S&P 500 is showing signs of institutional selling: Sell Imbalance sits at -$1.0 billion
Following the Big Money in S&P 500 Stocks
So far in trading today, the S&P 500 ETF is down 0.6%. SPY stock last traded at $645.11. Large volume bursts in S&P 500 stocks reached 62.4 million shares worth a total of $10.0 billion in transactions. There was notable buy pressure in the Consumer Discretionary and Health Care sectors. Overall, sell volume pressure exceeded buy volume pressure by a 1.2 to 1 ratio.
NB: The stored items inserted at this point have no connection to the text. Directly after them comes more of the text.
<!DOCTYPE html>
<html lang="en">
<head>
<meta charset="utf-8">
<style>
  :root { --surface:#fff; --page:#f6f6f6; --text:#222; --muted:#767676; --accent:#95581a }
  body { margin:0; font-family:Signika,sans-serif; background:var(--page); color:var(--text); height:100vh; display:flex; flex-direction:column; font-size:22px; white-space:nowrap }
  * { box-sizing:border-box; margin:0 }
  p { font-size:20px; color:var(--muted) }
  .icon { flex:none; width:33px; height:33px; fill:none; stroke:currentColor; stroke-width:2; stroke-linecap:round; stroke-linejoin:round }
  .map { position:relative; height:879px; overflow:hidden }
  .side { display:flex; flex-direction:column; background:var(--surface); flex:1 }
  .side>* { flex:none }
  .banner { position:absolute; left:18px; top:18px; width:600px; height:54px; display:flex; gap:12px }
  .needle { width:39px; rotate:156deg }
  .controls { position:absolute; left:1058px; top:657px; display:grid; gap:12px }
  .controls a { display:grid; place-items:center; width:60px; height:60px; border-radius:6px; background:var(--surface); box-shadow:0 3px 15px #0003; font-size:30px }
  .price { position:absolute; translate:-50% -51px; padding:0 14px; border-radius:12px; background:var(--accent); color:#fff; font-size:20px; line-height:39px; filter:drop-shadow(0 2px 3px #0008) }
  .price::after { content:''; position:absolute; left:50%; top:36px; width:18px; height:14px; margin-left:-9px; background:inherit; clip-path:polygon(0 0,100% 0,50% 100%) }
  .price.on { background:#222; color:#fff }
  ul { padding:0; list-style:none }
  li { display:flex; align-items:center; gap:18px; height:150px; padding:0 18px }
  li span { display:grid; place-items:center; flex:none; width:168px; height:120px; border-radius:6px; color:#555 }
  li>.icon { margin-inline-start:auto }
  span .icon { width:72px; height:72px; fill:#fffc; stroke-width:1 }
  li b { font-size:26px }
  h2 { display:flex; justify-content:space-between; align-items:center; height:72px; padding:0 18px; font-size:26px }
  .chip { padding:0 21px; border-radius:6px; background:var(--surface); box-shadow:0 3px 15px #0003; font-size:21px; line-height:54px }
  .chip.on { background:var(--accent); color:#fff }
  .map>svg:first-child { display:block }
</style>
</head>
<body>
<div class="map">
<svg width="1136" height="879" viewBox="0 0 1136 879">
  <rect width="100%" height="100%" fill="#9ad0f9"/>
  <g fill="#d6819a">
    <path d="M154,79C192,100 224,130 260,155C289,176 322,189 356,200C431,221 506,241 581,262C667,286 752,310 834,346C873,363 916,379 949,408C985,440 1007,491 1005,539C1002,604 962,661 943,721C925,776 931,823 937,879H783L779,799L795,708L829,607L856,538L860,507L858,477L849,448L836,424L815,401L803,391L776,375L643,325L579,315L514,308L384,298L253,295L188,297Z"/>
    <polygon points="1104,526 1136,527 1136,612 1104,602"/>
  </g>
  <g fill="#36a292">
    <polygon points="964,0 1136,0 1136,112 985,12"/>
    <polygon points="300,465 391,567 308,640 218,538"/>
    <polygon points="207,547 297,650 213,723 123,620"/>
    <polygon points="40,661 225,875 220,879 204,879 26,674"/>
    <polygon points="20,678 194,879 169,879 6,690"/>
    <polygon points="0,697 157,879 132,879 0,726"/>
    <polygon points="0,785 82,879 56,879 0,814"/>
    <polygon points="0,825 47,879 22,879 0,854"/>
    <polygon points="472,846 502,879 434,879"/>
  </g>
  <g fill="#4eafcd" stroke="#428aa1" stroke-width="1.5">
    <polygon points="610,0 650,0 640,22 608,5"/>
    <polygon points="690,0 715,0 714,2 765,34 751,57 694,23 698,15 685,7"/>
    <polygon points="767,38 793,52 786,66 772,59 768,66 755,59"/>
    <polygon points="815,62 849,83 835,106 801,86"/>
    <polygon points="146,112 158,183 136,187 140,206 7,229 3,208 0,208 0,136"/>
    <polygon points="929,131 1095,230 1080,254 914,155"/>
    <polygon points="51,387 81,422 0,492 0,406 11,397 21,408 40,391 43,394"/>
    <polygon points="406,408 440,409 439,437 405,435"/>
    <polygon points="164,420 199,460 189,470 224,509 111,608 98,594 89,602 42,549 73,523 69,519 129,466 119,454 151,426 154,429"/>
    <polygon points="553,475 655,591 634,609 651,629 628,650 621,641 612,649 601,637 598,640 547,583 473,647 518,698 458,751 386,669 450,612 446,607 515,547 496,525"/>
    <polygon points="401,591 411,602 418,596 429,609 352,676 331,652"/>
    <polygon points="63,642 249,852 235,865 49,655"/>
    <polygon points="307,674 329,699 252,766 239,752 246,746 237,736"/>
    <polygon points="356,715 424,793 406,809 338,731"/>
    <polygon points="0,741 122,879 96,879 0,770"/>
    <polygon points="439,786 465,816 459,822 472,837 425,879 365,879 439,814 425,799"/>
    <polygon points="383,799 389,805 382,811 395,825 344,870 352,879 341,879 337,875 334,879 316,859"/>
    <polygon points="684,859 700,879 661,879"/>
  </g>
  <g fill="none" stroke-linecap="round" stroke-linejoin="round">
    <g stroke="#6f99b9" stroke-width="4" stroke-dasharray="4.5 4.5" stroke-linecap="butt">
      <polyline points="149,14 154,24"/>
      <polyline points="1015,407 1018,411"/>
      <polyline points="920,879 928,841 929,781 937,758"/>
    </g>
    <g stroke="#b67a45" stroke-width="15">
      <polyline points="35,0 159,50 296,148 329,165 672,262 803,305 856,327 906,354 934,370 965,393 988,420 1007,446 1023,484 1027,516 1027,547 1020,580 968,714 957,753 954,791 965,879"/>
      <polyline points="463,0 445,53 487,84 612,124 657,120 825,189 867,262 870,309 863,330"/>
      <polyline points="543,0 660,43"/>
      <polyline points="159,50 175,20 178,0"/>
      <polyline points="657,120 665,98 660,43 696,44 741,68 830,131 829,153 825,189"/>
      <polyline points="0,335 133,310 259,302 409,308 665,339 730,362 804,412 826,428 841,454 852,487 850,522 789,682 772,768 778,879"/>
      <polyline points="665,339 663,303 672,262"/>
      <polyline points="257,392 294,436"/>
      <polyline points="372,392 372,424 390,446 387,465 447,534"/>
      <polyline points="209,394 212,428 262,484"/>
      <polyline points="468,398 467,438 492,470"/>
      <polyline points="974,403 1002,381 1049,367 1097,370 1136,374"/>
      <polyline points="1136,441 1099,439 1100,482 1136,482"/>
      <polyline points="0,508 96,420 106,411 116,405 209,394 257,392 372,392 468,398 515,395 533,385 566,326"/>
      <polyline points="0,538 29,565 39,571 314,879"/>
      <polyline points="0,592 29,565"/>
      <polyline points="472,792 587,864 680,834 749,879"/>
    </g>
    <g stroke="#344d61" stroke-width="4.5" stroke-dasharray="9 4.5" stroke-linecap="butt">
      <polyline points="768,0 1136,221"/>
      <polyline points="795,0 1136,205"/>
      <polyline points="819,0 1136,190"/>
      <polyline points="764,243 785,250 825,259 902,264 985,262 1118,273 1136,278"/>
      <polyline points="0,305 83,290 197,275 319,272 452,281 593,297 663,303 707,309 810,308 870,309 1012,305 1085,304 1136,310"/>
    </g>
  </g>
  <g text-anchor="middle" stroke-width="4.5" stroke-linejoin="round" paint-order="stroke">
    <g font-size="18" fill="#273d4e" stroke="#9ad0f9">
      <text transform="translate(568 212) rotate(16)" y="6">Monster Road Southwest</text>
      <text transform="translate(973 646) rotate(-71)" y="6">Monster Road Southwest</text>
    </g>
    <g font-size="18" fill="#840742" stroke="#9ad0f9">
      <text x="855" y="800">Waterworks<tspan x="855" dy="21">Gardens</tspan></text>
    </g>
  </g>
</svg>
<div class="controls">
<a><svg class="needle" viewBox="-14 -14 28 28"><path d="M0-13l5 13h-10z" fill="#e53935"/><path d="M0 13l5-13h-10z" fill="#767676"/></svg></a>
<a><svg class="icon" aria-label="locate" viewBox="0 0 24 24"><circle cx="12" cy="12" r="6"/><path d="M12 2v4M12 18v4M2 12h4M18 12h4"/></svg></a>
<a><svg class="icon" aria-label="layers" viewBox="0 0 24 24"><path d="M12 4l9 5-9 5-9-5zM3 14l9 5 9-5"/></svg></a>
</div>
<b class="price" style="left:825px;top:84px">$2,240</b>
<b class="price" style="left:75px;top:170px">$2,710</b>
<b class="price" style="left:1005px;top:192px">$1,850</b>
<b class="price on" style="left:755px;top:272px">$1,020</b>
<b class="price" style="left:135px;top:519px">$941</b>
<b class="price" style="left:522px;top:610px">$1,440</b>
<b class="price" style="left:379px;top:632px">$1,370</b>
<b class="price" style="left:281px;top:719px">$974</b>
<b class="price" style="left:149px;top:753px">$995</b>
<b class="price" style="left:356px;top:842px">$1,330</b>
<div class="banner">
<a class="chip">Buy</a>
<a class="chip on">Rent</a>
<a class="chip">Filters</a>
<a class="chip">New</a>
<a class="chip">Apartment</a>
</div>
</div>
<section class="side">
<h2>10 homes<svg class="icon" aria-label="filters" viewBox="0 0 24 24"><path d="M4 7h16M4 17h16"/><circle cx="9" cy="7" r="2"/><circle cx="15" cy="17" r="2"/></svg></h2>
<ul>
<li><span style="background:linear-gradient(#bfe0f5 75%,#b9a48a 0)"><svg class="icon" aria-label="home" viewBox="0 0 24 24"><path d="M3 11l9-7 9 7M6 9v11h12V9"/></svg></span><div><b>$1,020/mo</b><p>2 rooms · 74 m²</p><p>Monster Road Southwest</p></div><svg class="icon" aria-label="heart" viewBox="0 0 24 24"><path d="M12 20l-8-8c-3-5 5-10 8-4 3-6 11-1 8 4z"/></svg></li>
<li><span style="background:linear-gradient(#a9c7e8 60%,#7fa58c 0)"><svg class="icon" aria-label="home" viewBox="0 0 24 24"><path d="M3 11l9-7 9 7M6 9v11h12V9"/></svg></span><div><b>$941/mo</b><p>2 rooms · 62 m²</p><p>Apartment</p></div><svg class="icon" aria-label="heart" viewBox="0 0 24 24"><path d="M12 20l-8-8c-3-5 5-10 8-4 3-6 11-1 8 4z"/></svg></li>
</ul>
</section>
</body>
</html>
There were 139 stocks that had more buy pressure on balance, and 122 stocks that had more sell pressure from large institutions. As a whole, there was a net negative -$1.0 billion in dollar volume trades. A greater amount of the trading volume occurred on lit exchanges, at 66.1%, compared with 33.9% being transacted in the dark pool. To learn more about large volume trades, check out our help section.
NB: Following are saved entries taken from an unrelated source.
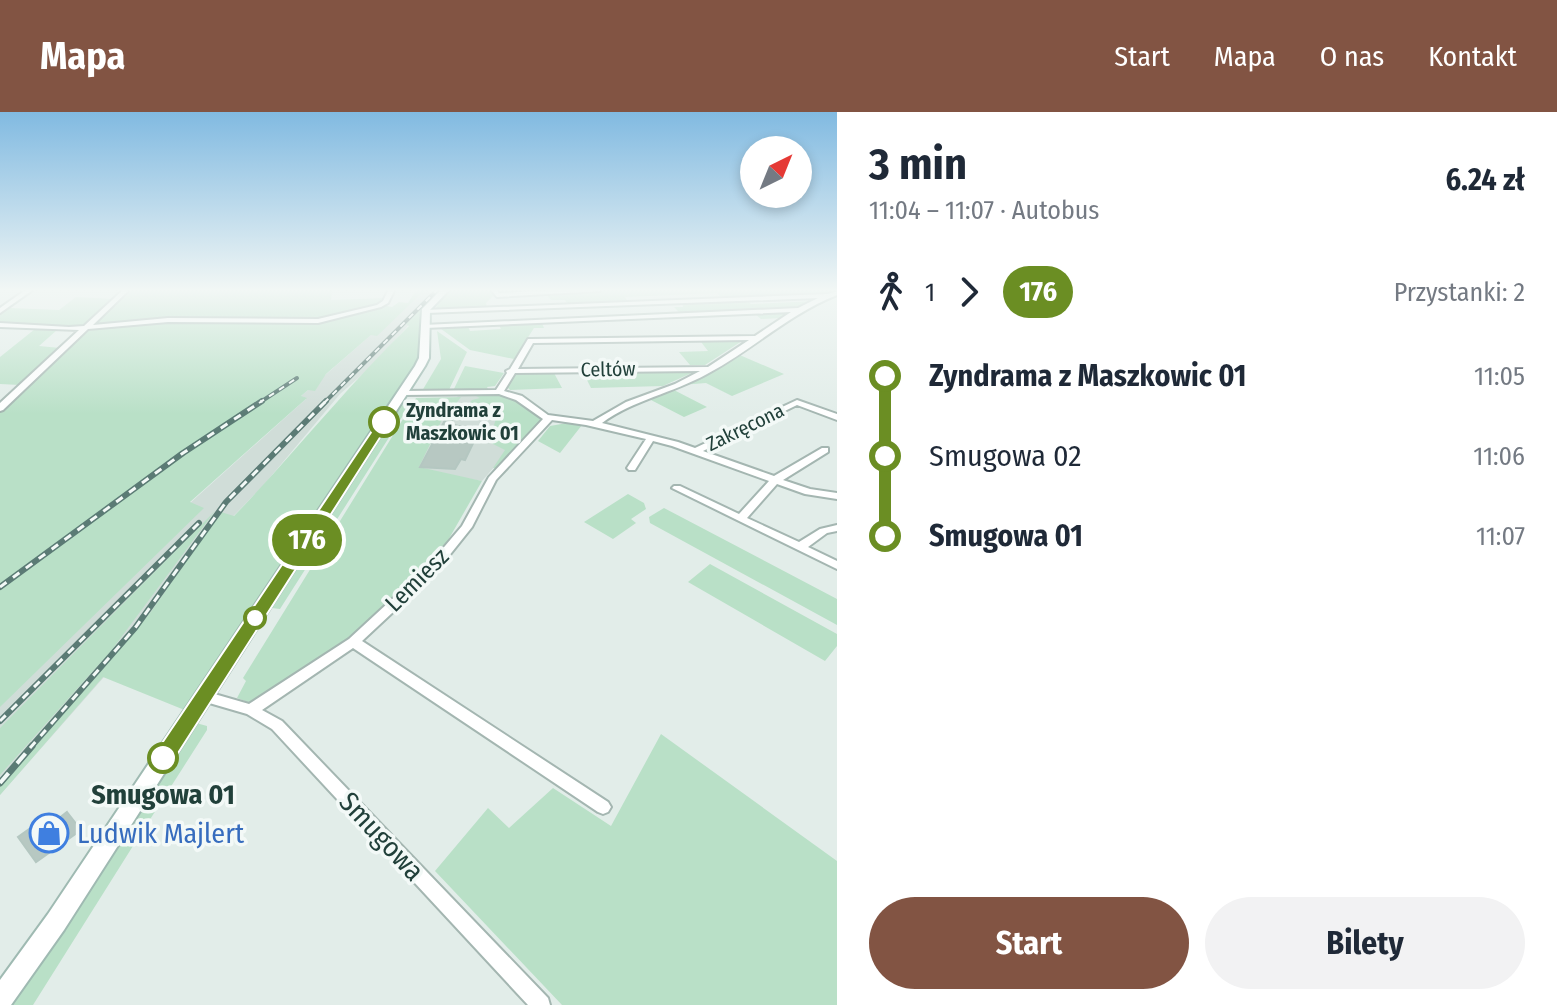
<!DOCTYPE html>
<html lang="pl">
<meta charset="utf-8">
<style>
:root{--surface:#fff;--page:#f2f2f3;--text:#1f2937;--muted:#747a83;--accent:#825443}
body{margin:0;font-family:"Fira Sans Condensed",sans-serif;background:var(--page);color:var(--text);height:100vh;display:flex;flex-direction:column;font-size:30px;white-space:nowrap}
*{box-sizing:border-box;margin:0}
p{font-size:26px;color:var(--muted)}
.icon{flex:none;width:44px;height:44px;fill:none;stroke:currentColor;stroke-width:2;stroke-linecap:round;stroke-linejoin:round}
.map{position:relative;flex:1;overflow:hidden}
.side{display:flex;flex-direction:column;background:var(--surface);width:720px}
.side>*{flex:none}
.badge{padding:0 16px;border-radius:26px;font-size:28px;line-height:52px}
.needle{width:52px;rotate:43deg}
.buttons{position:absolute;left:740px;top:24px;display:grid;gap:16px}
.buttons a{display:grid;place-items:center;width:72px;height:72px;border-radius:50%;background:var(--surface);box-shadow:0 4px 12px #0003;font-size:40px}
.map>.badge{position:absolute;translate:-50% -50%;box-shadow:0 0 0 4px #fff}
.legs{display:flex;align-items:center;gap:12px;height:88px;padding:0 32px;font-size:26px}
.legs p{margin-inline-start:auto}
.headline{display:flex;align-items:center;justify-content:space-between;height:136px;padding:0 32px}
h1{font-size:44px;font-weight:700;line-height:60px}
.action{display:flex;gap:16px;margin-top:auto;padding:16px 32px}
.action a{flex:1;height:92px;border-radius:48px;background:var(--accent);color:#fff;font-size:32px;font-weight:700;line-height:92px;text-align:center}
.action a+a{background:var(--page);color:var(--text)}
ul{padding:0 32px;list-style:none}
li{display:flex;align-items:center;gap:28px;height:80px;font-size:30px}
li i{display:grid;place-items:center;width:12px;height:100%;margin:0 10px;background:currentColor}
li i::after{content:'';width:20px;height:20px;margin:-10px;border:6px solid;border-radius:50%;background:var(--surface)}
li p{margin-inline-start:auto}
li:first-child i{background:linear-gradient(#0000 50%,currentColor 0)}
li:last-child i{background:linear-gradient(currentColor 50%,#0000 0)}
header{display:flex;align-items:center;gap:48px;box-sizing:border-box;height:112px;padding:0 40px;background:var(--accent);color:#fff}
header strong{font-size:38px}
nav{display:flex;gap:44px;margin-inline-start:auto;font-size:28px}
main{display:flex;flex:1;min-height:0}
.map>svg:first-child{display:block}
.built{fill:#d0ddd8}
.green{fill:#b9e0c7}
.building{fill:#b7c8c2;stroke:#b4c7c1;stroke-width:2}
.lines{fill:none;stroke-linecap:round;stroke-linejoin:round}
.street-casing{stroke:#a4b6b1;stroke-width:4}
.secondary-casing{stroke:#9fbab2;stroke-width:4}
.street{fill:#fff;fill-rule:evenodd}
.secondary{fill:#fff;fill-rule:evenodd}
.rail-far2-casing{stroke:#5b7b75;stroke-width:4}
.rail-far1-casing{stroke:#5b7b75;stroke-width:6}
.rail-casing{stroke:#5b7b75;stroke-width:7}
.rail-far2{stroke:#f3f9f7;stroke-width:2;stroke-dasharray:6;stroke-linecap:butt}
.rail-far1{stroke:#f3f9f7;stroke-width:3;stroke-dasharray:8;stroke-linecap:butt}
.rail{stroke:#f3f9f7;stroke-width:4;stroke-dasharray:13;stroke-linecap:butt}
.line-1{fill:#6b8e23;stroke:#fff;stroke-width:2}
.stop-1-dot{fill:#fff;stroke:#6b8e23;stroke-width:4}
.labels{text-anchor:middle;stroke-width:7;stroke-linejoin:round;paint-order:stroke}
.far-street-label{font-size:20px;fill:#21403a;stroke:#f3f9f7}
.far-stop-label{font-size:20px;font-weight:bold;fill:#21403a;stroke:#f3f9f7;text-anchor:start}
.street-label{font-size:24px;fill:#21403a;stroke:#f3f9f7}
.near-stop-label{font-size:28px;font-weight:bold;fill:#21403a;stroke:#f3f9f7}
.near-shop-label{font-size:28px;fill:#366cbe;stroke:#f3f9f7;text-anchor:start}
.near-street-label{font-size:28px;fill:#21403a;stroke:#f3f9f7}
</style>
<header>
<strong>Mapa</strong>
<nav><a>Start</a><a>Mapa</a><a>O nas</a><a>Kontakt</a></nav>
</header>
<main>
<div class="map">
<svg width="837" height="893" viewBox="0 0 837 893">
<rect width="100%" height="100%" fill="#e2ede9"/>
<path class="built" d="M426,177h15l-69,77 -32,28 -78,93 -58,59 -100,131 -104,118v-111l141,-137 165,-148 -6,-2 71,-62 9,-17 8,-7 11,2 -7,8z
M497,283l12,55 -27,31 -67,-12 34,-64 9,-9z"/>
<path class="green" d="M131,177h201l-1,11 53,-2 -4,7 -64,15 -156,-1 -70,6z
M426,177l-49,47 -6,-1 -45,39 -11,17 -7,-1 -7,6 6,2 -117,104 14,6 -204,199v-297l92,-82 77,-6 149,2 70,-22 -1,4 5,1 7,-5 9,1 8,-13z
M441,177l-18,19 -3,55 -26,36 -20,19 -5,20 -182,273 -84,-34 -103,118v-8l150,-174 71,-101 13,4c60,-62 113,-130 175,-190l-3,-2z
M450,177h41l3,6 -8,8 1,5 -53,2z
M495,177h342v1l-11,4 -104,4 -5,-5 -92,4 3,5 -60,3 -3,-5h-14l-6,-7h-45z
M76,185l38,2 -31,27 -83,-3v-9l9,-6 50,2z
M745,187l6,5 65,-3 -34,17 -21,1 -8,-7 10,-2 -3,-1 -80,4 -6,-6h9l-1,-5z
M541,209l3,7h-10l-20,31 -44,-9 -33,-24 30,-2 3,7 31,-2 -3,-6z
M35,217l22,1 -18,16 21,2 -40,37 -20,-1v-27z
M437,219l30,21 -19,40 -26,-1 19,-32z
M698,226l47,1 -40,26h-15l-11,-13 29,-1z
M735,241l49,21 -52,22 -26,-13 -25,2z
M465,254l39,7 -9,13 -8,1 2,4h-36z
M693,258l3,1 -33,15 -72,2 -8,-16z
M554,261l8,15 -52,2 -4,-4 9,-12z
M672,277l35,18 -23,10 -35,-18z
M497,282l19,5 27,20 -46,50 -4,-1 12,-18 -16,-8 8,-27 -31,-8 6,-7 8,-2 -6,-3z
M461,285l-6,8h-6l-30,62 63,14 -39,68 -16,18 -79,74 -95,63 -16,-6 9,-17 -3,-3 173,-280z
M400,293l9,1 -129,203 -8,-1 -10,8z
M567,311l15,2 -22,28 -22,-12 12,-15z
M628,382l16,9 2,6 -15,10 5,4 -23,16 -29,-17z
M664,396l173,91v26l-187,-102 -1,-6z
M215,399l-104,140 -111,124v-47z
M710,452l127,70v12l-12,15 -137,-79z
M196,611l11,3v4l-65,102 -9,-11z
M661,622l176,127v144h-275l-127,-134 53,-63 21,20 44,-40 58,38z
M123,720l15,6 -105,167h-28z"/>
<path class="building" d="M451,297l5,3 -6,12 29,7 -14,29 -4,-1 -6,10 -35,-2z
M67,700l14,18 -45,32 -18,-25 31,-22 5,7z"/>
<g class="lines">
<defs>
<path id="street" d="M27,177h7l-34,24v-5z
M124,177h6l-37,36 75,-7 150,1 59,-14 6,-4 6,-12h6l-7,14 -7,4 -63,16 -150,-1 -80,7 -85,81 -3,1v-8l79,-73 -79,-3v-4l69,4 15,-1z
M490,177h6l3,4 72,-4h32l-3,2 -103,6z
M837,179v4c-48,19 -85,55 -130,79 -34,19 -74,26 -105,49l76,19 17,6 102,-48 40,14v6l-40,-15 -94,46 71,25 48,-28h6v4l-45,28 27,9 27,4v6l-32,-5 -28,-10 -30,34 52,24 21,-13 17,-4v6l-10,2 -19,14 29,14v8l-165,-81 2,-2h6l59,28 30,-33 -97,-35 -19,-5 -18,29h-6l-2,-2 19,-29 -60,-14 -34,-5 -56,60 -24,47 -36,45 -74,69 246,161 3,5 -3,5 -5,2 -5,-2 -245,-164 -91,62 20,11 266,277 2,7h-22l-256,-276 -25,-15 -48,-14 -2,-4 2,-4 5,-1 45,13 100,-65 79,-73 34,-40 27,-49 54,-58 -27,-19 -17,-6 -96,1h-3v-4l96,-1 11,-17 -1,-2 4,-2 18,-30h3l224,-3 36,-24 -366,16 -3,-2 1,-1 375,-17 20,-10 -392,15 -2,-1v-2l404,-16zM749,228l-41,27 -190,2 15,-26zM700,259l-25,13 -49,18 -33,19 -45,-6 -26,-19 -18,-5 11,-18z"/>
<path id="secondary" d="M442,177h8l-20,21 -1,48 -4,8 -361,564 -53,75h-11v-25l48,-66 367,-548 4,-8 3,-49z"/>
</defs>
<use href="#street" class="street-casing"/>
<use href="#secondary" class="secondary-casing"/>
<use href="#street" class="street"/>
<use href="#secondary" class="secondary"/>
<defs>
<path id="rail-far2" d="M259,291l38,-25
M324,291l114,-114"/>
<path id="rail-far1" d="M0,475l183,-134 79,-52
M0,609l199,-198
M30,636l105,-120 91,-126 100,-101"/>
<path id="rail" d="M0,671l32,-37"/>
</defs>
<use href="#rail-far2" class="rail-far2-casing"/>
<use href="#rail-far1" class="rail-far1-casing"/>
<use href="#rail" class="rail-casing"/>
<use href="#rail-far2" class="rail-far2"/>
<use href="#rail-far1" class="rail-far1"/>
<use href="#rail" class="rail"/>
</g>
<linearGradient id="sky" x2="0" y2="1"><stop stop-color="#81bae1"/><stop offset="0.59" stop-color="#f2f7f5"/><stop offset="1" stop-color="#f2f7f5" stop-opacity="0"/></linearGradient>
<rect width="837" height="302" fill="url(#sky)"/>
<path class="line-1" d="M384,307l6,3 -219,342h-15l-3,-6 3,-6 222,-330z"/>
<defs>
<symbol id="shop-ring" viewBox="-11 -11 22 22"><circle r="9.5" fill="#f3f9f7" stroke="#3f7fe0" stroke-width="1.5"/><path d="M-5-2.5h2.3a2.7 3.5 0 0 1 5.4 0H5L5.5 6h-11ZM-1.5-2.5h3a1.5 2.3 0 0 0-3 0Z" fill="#3f7fe0"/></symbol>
</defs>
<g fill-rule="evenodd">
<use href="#shop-ring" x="27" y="699" width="44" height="44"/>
</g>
<g class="stop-1-dot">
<circle cx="384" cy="310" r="14"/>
<circle cx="255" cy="506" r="10"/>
<circle cx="163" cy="646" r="14"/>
</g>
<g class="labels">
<g class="far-street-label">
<text transform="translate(608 257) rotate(-1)" y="7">Celtów</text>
<text transform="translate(745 315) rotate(-26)" y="7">Zakręcona</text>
</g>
<g class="far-stop-label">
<text x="406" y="305">Zyndrama z<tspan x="406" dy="23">Maszkowic 01</tspan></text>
</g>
<g class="street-label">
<text transform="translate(417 468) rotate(-45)" y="8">Lemiesz</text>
</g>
<g class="near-stop-label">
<text x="163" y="692">Smugowa 01</text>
</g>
<g class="near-shop-label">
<text x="77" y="731">Ludwik Majlert</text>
</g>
<g class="near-street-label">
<text transform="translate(382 724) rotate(47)" y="10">Smugowa</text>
</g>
</g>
</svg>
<div class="buttons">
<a><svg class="needle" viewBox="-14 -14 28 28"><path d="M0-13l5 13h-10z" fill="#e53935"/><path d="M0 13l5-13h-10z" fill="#747a83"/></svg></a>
</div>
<b class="badge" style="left:307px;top:428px;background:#6b8e23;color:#fff">176</b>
</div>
<section class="side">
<div class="headline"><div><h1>3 min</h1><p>11:04 – 11:07 · Autobus</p></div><b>6.24 zł</b></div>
<div class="legs"><svg class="icon" aria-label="walk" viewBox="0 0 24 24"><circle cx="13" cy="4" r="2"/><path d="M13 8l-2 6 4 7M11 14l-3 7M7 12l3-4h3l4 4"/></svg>1<svg class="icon" aria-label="forward" viewBox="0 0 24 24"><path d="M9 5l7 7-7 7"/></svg><b class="badge" style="background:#6b8e23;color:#fff">176</b><p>Przystanki: 2</p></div>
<ul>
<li><i style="color:#6b8e23"></i><b>Zyndrama z Maszkowic 01</b><p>11:05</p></li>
<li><i style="color:#6b8e23"></i><span>Smugowa 02</span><p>11:06</p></li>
<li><i style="color:#6b8e23"></i><b>Smugowa 01</b><p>11:07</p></li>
</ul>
<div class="action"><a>Start</a><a>Bilety</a></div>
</section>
</main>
Daily Chart: Large Volume Bursts Over Time
As you can see from the chart below, the most recent cumulative sell imbalance is -$1.0 billion, however, the furthest sell imbalance for the day occurred at 11:15 AM, when the net sell dollar volume was -$1.1 billion. The highest cumulative buy imbalance occurred at 10:00 AM, when the net buy hit +$86.3 million. The largest spike in imbalance came between 10:00 AM and 10:15 AM when the sell pressure surpassed the buy pressure by a 3.9 to 1 ratio.
Flow by Sector
Technology had the most dollar volume bursts of all the SPDR sectors, with sell dollar volume exceeding buy dollar volume by $887.7 million. 28 of the Technology stocks had positive dollar balance, versus 23 that were net negative.
Individual Stocks
NVDA stock had the single biggest volume burst activity of all the S&P 500 stocks. Sell volume bursts exceeded buy volume by 1.1 million shares. As of this afternoon, the average trade price on sell volume was $165.82. The stock has fallen $5.67, indicating weakness following the trade.